▶ _INPUT RECORDS_:
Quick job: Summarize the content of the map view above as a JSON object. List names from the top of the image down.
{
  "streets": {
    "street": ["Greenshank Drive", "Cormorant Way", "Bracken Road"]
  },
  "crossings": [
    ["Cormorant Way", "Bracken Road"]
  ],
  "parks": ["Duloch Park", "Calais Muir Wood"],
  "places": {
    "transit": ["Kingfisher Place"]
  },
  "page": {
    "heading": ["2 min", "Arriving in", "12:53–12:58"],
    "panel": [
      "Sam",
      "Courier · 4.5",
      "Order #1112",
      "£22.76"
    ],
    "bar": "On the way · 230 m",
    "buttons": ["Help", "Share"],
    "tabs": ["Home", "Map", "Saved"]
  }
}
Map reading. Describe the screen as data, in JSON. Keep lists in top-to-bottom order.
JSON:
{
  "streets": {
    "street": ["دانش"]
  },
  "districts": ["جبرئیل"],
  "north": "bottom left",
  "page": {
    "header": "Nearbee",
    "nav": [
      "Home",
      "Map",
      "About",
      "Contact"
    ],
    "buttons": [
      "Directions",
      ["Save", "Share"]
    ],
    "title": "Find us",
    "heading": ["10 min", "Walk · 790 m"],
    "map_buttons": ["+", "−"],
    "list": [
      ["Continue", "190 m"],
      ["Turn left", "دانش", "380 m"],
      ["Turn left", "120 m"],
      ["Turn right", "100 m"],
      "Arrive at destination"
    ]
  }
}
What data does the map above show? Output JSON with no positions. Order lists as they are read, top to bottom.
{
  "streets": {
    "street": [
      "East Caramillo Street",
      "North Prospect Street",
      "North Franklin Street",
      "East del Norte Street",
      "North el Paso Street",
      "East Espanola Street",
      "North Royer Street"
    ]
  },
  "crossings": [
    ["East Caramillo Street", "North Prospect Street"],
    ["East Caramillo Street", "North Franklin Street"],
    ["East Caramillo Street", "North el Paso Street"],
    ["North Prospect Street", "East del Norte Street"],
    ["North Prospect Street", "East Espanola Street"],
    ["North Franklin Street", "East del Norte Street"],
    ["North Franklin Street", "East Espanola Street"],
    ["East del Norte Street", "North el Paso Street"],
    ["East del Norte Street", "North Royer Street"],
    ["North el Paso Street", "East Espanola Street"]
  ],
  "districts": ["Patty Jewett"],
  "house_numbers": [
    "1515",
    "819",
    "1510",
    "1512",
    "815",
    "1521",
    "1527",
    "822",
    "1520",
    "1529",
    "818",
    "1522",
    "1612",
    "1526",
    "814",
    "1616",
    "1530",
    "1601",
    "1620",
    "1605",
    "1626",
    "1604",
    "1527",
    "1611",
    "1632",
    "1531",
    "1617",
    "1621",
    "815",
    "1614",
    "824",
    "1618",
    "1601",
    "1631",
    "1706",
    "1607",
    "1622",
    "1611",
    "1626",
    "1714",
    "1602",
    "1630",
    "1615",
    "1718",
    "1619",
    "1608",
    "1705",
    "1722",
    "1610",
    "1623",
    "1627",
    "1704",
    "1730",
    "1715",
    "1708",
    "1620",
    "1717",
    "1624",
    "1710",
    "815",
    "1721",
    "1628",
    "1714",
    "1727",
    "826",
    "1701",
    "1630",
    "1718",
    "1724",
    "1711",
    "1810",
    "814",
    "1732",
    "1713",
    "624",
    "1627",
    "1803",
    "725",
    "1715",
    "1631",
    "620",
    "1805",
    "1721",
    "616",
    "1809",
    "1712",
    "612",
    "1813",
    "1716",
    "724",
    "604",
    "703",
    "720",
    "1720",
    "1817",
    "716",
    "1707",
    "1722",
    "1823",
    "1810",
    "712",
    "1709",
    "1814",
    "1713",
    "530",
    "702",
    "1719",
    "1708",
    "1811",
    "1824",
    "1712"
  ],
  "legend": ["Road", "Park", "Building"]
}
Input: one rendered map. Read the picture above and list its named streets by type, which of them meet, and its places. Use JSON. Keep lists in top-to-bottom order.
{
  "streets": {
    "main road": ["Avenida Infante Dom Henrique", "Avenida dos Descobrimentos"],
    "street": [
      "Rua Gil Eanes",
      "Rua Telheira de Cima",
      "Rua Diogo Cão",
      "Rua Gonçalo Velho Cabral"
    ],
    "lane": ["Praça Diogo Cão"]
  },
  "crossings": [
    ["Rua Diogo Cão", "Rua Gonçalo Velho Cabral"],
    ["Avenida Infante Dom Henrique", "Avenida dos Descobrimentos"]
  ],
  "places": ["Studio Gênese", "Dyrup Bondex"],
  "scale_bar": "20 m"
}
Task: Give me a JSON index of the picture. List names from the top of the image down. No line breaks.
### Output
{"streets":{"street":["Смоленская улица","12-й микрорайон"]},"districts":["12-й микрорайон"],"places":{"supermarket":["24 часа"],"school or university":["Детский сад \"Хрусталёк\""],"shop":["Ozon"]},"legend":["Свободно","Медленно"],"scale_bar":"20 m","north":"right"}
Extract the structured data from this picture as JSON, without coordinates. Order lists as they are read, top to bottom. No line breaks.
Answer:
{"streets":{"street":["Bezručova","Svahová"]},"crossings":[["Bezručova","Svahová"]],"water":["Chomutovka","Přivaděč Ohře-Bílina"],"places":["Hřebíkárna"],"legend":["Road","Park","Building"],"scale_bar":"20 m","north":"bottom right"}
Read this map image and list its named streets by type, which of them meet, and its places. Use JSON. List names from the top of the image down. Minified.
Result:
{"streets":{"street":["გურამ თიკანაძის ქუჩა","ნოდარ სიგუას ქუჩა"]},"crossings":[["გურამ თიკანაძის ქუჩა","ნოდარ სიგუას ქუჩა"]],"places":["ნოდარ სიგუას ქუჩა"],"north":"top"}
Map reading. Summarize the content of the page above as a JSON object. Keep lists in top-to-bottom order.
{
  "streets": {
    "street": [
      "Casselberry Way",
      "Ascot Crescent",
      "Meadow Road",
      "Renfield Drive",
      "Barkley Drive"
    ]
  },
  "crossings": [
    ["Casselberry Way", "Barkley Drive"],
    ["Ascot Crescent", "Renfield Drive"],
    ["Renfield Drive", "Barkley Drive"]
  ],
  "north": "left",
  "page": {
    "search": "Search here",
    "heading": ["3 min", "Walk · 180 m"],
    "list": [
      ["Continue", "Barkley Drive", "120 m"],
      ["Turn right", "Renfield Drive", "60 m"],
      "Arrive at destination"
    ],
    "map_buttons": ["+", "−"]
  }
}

▶ _TASK BRIEF_: Output the entire listing above without leaving out or altering anything.

▶ _ANSWER AREA_:
Quick job: Summarize the content of the map view above as a JSON object. List names from the top of the image down.
{
  "streets": {
    "street": ["Greenshank Drive", "Cormorant Way", "Bracken Road"]
  },
  "crossings": [
    ["Cormorant Way", "Bracken Road"]
  ],
  "parks": ["Duloch Park", "Calais Muir Wood"],
  "places": {
    "transit": ["Kingfisher Place"]
  },
  "page": {
    "heading": ["2 min", "Arriving in", "12:53–12:58"],
    "panel": [
      "Sam",
      "Courier · 4.5",
      "Order #1112",
      "£22.76"
    ],
    "bar": "On the way · 230 m",
    "buttons": ["Help", "Share"],
    "tabs": ["Home", "Map", "Saved"]
  }
}
Map reading. Describe the screen as data, in JSON. Keep lists in top-to-bottom order.
JSON:
{
  "streets": {
    "street": ["دانش"]
  },
  "districts": ["جبرئیل"],
  "north": "bottom left",
  "page": {
    "header": "Nearbee",
    "nav": [
      "Home",
      "Map",
      "About",
      "Contact"
    ],
    "buttons": [
      "Directions",
      ["Save", "Share"]
    ],
    "title": "Find us",
    "heading": ["10 min", "Walk · 790 m"],
    "map_buttons": ["+", "−"],
    "list": [
      ["Continue", "190 m"],
      ["Turn left", "دانش", "380 m"],
      ["Turn left", "120 m"],
      ["Turn right", "100 m"],
      "Arrive at destination"
    ]
  }
}
What data does the map above show? Output JSON with no positions. Order lists as they are read, top to bottom.
{
  "streets": {
    "street": [
      "East Caramillo Street",
      "North Prospect Street",
      "North Franklin Street",
      "East del Norte Street",
      "North el Paso Street",
      "East Espanola Street",
      "North Royer Street"
    ]
  },
  "crossings": [
    ["East Caramillo Street", "North Prospect Street"],
    ["East Caramillo Street", "North Franklin Street"],
    ["East Caramillo Street", "North el Paso Street"],
    ["North Prospect Street", "East del Norte Street"],
    ["North Prospect Street", "East Espanola Street"],
    ["North Franklin Street", "East del Norte Street"],
    ["North Franklin Street", "East Espanola Street"],
    ["East del Norte Street", "North el Paso Street"],
    ["East del Norte Street", "North Royer Street"],
    ["North el Paso Street", "East Espanola Street"]
  ],
  "districts": ["Patty Jewett"],
  "house_numbers": [
    "1515",
    "819",
    "1510",
    "1512",
    "815",
    "1521",
    "1527",
    "822",
    "1520",
    "1529",
    "818",
    "1522",
    "1612",
    "1526",
    "814",
    "1616",
    "1530",
    "1601",
    "1620",
    "1605",
    "1626",
    "1604",
    "1527",
    "1611",
    "1632",
    "1531",
    "1617",
    "1621",
    "815",
    "1614",
    "824",
    "1618",
    "1601",
    "1631",
    "1706",
    "1607",
    "1622",
    "1611",
    "1626",
    "1714",
    "1602",
    "1630",
    "1615",
    "1718",
    "1619",
    "1608",
    "1705",
    "1722",
    "1610",
    "1623",
    "1627",
    "1704",
    "1730",
    "1715",
    "1708",
    "1620",
    "1717",
    "1624",
    "1710",
    "815",
    "1721",
    "1628",
    "1714",
    "1727",
    "826",
    "1701",
    "1630",
    "1718",
    "1724",
    "1711",
    "1810",
    "814",
    "1732",
    "1713",
    "624",
    "1627",
    "1803",
    "725",
    "1715",
    "1631",
    "620",
    "1805",
    "1721",
    "616",
    "1809",
    "1712",
    "612",
    "1813",
    "1716",
    "724",
    "604",
    "703",
    "720",
    "1720",
    "1817",
    "716",
    "1707",
    "1722",
    "1823",
    "1810",
    "712",
    "1709",
    "1814",
    "1713",
    "530",
    "702",
    "1719",
    "1708",
    "1811",
    "1824",
    "1712"
  ],
  "legend": ["Road", "Park", "Building"]
}
Input: one rendered map. Read the picture above and list its named streets by type, which of them meet, and its places. Use JSON. Keep lists in top-to-bottom order.
{
  "streets": {
    "main road": ["Avenida Infante Dom Henrique", "Avenida dos Descobrimentos"],
    "street": [
      "Rua Gil Eanes",
      "Rua Telheira de Cima",
      "Rua Diogo Cão",
      "Rua Gonçalo Velho Cabral"
    ],
    "lane": ["Praça Diogo Cão"]
  },
  "crossings": [
    ["Rua Diogo Cão", "Rua Gonçalo Velho Cabral"],
    ["Avenida Infante Dom Henrique", "Avenida dos Descobrimentos"]
  ],
  "places": ["Studio Gênese", "Dyrup Bondex"],
  "scale_bar": "20 m"
}
Task: Give me a JSON index of the picture. List names from the top of the image down. No line breaks.
### Output
{"streets":{"street":["Смоленская улица","12-й микрорайон"]},"districts":["12-й микрорайон"],"places":{"supermarket":["24 часа"],"school or university":["Детский сад \"Хрусталёк\""],"shop":["Ozon"]},"legend":["Свободно","Медленно"],"scale_bar":"20 m","north":"right"}
Extract the structured data from this picture as JSON, without coordinates. Order lists as they are read, top to bottom. No line breaks.
Answer:
{"streets":{"street":["Bezručova","Svahová"]},"crossings":[["Bezručova","Svahová"]],"water":["Chomutovka","Přivaděč Ohře-Bílina"],"places":["Hřebíkárna"],"legend":["Road","Park","Building"],"scale_bar":"20 m","north":"bottom right"}
Read this map image and list its named streets by type, which of them meet, and its places. Use JSON. List names from the top of the image down. Minified.
Result:
{"streets":{"street":["გურამ თიკანაძის ქუჩა","ნოდარ სიგუას ქუჩა"]},"crossings":[["გურამ თიკანაძის ქუჩა","ნოდარ სიგუას ქუჩა"]],"places":["ნოდარ სიგუას ქუჩა"],"north":"top"}
Map reading. Summarize the content of the page above as a JSON object. Keep lists in top-to-bottom order.
{
  "streets": {
    "street": [
      "Casselberry Way",
      "Ascot Crescent",
      "Meadow Road",
      "Renfield Drive",
      "Barkley Drive"
    ]
  },
  "crossings": [
    ["Casselberry Way", "Barkley Drive"],
    ["Ascot Crescent", "Renfield Drive"],
    ["Renfield Drive", "Barkley Drive"]
  ],
  "north": "left",
  "page": {
    "search": "Search here",
    "heading": ["3 min", "Walk · 180 m"],
    "list": [
      ["Continue", "Barkley Drive", "120 m"],
      ["Turn right", "Renfield Drive", "60 m"],
      "Arrive at destination"
    ],
    "map_buttons": ["+", "−"]
  }
}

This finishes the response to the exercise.